With school starting in less than three weeks, what can parents do to ensure their children have a great school experience? It doesn’t take magic tricks or mind blowing advice from a flat headed monk on a mountain in Tibet to point parents in the right direction. All a parent needs to help their child have a great school year is a little common sense and a commitment to staying focused on important issues such as communication and school as a priority. Of course, a few of the other pieces of advice listed below won’t hurt either.
Back to School Advice for Parents
- DON’T get caught in the trap of believing the teacher is OUT TO GET your child. Teachers have enough drama in their lives without creating more by having a vendetta against your child, so take a pill and chill;
- DON’T speak negatively about your child’s teacher in front of your child. If you truly want your child to have a good school year, guard against speaking negatively about the school or your child’s teacher. If your attitude toward the teacher is negative at home, there is a very good chance your child’s attitude toward the teacher will be negative at school;
- DON’T wait until the end of the nine weeks to get concerned about your child’s grades! Stay on top of what is happening with your child in school from day one.
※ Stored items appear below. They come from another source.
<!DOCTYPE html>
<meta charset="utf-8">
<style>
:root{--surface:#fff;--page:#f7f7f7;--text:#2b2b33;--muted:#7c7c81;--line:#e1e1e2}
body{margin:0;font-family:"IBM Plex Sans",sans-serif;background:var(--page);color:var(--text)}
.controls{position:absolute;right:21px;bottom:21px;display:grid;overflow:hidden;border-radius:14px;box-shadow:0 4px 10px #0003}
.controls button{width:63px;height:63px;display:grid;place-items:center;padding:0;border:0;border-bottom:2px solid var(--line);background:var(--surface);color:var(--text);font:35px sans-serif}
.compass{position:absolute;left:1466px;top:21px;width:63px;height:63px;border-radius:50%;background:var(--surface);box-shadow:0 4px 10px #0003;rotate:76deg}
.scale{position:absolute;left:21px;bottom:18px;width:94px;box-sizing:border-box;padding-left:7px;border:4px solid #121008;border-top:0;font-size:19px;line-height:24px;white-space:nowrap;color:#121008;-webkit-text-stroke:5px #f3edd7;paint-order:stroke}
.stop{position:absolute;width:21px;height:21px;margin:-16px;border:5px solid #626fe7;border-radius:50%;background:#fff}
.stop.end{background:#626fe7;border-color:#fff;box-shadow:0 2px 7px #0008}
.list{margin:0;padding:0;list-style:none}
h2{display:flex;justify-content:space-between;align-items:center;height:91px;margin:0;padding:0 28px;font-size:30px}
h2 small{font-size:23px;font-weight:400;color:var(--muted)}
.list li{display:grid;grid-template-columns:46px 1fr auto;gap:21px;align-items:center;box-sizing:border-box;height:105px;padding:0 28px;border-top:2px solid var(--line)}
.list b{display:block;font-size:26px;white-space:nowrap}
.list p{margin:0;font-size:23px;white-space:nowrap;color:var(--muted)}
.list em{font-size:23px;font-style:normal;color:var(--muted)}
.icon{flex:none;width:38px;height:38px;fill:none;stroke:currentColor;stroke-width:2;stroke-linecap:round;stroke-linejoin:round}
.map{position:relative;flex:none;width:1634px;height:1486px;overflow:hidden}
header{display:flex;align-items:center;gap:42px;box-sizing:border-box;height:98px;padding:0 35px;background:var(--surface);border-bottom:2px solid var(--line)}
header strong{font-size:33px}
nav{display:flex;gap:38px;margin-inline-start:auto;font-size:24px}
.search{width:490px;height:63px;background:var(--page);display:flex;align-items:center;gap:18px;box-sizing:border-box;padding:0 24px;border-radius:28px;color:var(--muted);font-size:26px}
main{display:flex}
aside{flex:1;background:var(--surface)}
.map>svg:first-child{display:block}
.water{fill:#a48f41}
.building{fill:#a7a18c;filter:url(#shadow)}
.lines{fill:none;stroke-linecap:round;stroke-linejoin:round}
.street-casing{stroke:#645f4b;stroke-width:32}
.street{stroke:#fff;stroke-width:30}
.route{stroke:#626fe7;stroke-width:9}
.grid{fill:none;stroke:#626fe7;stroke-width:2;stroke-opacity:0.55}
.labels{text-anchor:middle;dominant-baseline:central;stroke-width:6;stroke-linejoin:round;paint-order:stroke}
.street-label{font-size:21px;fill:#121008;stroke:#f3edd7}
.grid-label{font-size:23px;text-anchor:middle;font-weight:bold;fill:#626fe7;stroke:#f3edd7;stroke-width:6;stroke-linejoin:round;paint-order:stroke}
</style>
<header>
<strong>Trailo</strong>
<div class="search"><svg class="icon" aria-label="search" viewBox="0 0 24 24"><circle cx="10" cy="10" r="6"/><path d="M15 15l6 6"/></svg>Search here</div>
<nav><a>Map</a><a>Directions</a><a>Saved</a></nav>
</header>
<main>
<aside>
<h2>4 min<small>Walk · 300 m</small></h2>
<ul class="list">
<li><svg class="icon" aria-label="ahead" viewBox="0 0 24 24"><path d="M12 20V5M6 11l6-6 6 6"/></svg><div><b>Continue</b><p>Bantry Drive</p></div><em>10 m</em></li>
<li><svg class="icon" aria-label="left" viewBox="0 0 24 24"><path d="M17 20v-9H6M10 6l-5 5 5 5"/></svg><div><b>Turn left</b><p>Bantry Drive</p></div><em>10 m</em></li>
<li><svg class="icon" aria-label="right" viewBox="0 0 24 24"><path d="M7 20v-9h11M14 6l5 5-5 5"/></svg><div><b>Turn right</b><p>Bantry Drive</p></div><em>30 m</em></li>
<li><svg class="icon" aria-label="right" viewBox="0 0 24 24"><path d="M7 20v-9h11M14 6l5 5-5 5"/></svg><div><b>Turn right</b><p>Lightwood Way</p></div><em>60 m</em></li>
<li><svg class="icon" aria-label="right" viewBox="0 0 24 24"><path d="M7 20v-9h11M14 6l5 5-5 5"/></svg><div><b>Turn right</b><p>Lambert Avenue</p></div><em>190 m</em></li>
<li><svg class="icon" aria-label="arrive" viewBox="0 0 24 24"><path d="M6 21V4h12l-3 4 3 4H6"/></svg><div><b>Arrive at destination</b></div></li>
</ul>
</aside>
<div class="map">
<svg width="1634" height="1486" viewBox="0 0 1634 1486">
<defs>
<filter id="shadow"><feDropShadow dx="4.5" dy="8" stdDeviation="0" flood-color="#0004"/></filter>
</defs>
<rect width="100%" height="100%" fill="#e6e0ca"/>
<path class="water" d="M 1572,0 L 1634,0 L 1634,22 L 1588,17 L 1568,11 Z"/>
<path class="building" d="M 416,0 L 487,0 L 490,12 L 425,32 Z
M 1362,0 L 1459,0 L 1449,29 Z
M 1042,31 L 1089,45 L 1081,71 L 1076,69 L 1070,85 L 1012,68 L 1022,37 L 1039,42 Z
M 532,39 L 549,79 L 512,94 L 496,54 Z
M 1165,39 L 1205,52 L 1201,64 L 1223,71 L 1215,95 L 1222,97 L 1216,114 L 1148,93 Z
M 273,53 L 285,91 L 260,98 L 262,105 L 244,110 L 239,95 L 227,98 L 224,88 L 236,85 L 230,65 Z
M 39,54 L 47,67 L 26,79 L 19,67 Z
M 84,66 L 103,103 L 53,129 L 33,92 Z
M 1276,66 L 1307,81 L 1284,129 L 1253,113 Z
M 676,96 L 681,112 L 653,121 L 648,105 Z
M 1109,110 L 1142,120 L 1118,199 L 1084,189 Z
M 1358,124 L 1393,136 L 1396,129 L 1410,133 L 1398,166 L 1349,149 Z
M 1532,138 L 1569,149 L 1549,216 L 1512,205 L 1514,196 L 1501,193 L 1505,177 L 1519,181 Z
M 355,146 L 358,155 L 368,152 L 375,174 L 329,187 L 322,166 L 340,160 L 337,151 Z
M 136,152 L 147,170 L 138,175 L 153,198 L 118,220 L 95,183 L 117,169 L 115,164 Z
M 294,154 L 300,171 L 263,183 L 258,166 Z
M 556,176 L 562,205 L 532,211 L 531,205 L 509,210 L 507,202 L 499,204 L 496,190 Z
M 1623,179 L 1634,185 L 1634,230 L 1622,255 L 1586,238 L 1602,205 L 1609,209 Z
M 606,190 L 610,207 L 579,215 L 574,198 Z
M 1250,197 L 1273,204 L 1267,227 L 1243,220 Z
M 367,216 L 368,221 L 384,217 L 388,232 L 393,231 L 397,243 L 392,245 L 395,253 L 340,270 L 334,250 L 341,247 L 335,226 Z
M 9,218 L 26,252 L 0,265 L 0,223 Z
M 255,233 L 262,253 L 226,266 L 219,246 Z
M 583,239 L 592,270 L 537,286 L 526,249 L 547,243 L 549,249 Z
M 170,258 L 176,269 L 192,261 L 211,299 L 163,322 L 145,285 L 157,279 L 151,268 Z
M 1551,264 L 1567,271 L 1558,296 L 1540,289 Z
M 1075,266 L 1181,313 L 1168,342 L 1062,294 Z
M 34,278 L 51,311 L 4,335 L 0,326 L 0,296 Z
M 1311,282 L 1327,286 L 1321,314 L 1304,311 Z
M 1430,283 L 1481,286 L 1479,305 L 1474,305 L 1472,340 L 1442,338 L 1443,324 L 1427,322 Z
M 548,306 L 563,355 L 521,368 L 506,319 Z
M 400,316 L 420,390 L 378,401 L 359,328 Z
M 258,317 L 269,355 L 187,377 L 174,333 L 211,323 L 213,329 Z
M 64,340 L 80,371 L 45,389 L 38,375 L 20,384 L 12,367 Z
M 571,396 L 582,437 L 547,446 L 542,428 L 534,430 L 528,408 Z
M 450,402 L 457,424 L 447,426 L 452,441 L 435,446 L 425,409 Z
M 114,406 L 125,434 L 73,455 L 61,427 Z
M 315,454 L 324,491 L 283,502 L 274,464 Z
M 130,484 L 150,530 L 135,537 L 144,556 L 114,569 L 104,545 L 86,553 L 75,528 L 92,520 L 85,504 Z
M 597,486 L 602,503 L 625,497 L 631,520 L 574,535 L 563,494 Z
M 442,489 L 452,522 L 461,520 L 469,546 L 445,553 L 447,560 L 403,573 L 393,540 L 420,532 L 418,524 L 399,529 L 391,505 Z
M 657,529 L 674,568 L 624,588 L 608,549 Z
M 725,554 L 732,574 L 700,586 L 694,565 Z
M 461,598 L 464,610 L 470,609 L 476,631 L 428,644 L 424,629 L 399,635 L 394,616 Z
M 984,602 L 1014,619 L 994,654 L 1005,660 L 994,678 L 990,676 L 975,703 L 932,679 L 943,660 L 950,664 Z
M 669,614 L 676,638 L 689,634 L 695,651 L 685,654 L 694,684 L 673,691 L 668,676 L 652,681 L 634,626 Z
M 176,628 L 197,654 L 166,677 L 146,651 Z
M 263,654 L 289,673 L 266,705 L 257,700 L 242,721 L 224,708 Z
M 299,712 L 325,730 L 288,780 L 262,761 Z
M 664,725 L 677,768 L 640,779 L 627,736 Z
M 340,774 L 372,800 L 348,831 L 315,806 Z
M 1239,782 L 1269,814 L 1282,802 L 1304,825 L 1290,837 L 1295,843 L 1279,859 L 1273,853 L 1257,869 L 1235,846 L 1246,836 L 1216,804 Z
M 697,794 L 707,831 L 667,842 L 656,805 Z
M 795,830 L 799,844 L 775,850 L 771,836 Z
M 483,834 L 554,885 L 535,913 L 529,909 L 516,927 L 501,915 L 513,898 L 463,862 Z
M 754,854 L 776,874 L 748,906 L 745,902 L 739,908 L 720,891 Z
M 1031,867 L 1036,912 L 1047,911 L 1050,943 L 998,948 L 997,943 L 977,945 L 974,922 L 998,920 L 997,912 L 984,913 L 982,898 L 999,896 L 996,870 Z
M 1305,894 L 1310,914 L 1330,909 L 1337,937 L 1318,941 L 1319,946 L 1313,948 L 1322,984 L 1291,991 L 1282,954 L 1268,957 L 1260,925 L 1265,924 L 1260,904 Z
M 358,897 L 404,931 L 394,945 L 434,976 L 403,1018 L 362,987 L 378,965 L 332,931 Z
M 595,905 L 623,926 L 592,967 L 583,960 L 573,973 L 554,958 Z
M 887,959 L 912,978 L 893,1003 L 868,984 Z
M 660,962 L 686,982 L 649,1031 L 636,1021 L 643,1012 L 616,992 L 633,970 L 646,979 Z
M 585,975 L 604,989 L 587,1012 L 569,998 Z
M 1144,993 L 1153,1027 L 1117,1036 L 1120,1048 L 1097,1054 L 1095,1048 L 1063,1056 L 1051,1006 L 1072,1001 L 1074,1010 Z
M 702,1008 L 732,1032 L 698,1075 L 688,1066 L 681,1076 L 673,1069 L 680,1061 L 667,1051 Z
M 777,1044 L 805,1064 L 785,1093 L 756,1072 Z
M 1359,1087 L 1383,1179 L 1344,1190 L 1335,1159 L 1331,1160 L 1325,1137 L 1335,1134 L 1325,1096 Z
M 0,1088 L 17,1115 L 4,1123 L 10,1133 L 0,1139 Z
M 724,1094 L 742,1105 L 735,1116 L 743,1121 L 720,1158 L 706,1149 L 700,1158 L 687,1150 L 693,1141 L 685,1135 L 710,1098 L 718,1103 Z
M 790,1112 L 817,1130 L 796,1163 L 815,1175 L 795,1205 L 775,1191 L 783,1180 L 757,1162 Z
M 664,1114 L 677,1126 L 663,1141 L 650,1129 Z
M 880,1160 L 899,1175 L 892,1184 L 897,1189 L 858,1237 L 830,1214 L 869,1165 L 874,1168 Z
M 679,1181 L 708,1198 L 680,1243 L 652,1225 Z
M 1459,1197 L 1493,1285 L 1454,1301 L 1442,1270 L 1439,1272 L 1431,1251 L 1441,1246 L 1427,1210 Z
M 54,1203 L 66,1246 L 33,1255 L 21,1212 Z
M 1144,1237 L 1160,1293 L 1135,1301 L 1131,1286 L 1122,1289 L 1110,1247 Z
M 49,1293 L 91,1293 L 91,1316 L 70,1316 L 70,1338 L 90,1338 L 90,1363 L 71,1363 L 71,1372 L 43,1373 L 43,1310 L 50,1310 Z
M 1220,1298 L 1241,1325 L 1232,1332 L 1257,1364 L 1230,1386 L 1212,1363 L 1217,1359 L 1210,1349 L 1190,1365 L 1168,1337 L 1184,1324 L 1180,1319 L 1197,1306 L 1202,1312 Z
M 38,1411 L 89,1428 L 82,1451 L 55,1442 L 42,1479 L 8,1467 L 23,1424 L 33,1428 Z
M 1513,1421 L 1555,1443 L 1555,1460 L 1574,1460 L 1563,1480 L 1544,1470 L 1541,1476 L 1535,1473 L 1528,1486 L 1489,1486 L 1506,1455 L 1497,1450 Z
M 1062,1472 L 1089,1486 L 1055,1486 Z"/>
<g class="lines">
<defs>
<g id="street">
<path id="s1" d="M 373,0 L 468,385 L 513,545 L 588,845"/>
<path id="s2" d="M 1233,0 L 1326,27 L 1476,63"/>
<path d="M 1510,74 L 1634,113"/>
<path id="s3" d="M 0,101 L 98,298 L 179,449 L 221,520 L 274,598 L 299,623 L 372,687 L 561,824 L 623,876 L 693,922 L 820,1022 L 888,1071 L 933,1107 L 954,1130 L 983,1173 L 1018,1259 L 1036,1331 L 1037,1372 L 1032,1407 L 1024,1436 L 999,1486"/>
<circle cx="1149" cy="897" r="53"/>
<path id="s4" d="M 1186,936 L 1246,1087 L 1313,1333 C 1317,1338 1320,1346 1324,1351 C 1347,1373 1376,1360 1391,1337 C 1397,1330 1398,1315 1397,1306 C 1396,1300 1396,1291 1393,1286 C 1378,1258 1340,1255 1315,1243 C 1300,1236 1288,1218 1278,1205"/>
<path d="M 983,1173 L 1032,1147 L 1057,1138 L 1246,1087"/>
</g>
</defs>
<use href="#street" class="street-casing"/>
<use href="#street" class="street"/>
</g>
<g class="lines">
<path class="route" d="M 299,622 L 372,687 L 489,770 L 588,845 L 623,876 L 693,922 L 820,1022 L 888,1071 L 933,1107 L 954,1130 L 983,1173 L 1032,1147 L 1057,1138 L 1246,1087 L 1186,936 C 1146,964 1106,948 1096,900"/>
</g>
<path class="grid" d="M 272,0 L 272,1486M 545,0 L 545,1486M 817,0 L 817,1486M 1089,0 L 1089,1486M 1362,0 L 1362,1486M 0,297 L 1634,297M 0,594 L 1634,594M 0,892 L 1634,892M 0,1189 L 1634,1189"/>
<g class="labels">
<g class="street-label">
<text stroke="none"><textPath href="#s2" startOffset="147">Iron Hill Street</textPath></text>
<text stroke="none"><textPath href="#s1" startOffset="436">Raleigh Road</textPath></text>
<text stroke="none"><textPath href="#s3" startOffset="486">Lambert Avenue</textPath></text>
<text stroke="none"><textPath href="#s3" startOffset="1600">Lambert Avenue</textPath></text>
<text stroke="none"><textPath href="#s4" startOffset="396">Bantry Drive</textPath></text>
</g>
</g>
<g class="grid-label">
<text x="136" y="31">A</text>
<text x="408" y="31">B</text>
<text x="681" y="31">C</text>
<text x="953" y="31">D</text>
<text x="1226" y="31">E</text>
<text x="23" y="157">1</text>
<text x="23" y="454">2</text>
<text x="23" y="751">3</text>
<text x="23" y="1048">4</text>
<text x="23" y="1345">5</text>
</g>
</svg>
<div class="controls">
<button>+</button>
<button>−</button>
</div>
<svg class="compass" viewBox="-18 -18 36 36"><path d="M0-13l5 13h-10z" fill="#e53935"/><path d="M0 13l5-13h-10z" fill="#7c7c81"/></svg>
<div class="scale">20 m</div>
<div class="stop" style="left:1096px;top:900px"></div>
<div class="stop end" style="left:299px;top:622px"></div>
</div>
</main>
Kids will keep parents in the dark about school as much as possible. If you do not believe that, your child has already pulled the wool over your eyes;
- DON’T leave communication entirely up to the teacher! It is just as much the parent’s responsibility to communicate with the teacher as it is for the teacher to communicate with the parent. Do not assume that no news is good news! Pick up the phone and call the teacher or email the teacher and ask how your child is progressing in class. Most teachers will do everything within their power to return your call or email in a timely manner. If not go through the principal, and request a face to face meeting. If a parent is in the dark about their child’s grades and progress, it is as much the parent’s fault as it is the teacher’s fault;
- DON’T act like a foaming at the mouth raving lunatic if you are upset with the teacher. When you approach a teacher in attack mode, the teacher goes on the defensive, the school office calls for security, you lose credibility, nothing is resolved, and your child ends up the loser. Educators often tell children they do not have to like their classmates, but they do have to learn to work with them. This lesson also applies to adults – both parents and teachers;
- DON’T be blind to RED FLAGS! If your child comes home day after day with no homework or saying they completed all their homework in class, that is a RED FLAG that should be verified with the teacher. If you rarely see your child studying or reading anything school related, that is a RED FLAG and should be addressed with the teacher. If you rarely see graded tests or assignments come home from school, that is a RED FLAG that needs to be followed up with the teacher. If you ignore RED FLAGS, don’t be surprised to see less than satisfactory grades at the end of the grading period;
- DON’T allow activities such as ball practices, ball games, music lessons, dance or any other activities to become priorities over academics. The odds are your child will never be a college athlete or a professional athlete, but the odds are extremely high he/she will spend their lives as an entrepreneur, salaried professional or hourly wage earner all of which require an academic diploma of some type;
- DON’T be afraid to stand up for your child, but when doing so, be willing to listen to both sides of the story before you make up your mind. You may have one of those rare special children who would never lie to you, but . . . . well . . . . well, here is the truth. ALL children will lie and fall short of the glory of their parents! Therefore, before you take sides, listen to both sides;
- DON’T do your child’s homework, report, or project for them! School assignments are about the child not the parent. You will not be branded a bad parent or disqualified for parent of the year if your child makes a bad grade! It is okay to be a resource for your child and point them in the right direction, but the actual work should be left up to the student. There is nothing sadder than a school project that has obviously been planned, written and built by an adult. It is sad when parents do not let children take responsibility for their own work. As humans, we learn as much from our mistakes, maybe more, as we do from our successes. For an adult, even one who means well, to deny a child the opportunity to make mistakes and learn from them is a terrible waste of a learning opportunity; and
- DON’T allow your child to go to school without a good night’s rest! Sunday through Thursday have a lights out bed time for school age children including high school students who believe they are adults and such rules should not apply to them. Enforce your lights out rule! As the parent, you are the adult in the house, so act your part! If a television, computer, game console, tablet, smart phone, stereo or any other electronic device is a barrier to your child getting enough sleep to function properly the next day in school, remove the devices from your child’s room. This may sound a bit old fashioned; it is, but so is love, which is what parents are demonstrating when they have curfews, rules, and guidelines for their children to follow. Homes were never intended to be democracies! The home is where the child lives by the parents rules until such time they are educated, get a job, and build their own homes where they can do things their way. In an old fashioned loving home, getting enough sleep to stay awake in class, going to school, graduating high school and going to college or getting a job are non-negotiables.
As a parent what are your non-negotiables? Do you have any, or is everything open to negotiation? Just as there are non-negotiables in the home, there are also non-negotiables for school. Communicating with teachers, being positive, staying on top of your child’s progress, having academics as the priority, and making your child responsible for his/her work are all expectations that every parent should consider to be non-negotiable. If that is not the case in your house and these things are open to negotiation, who is the adult in your house?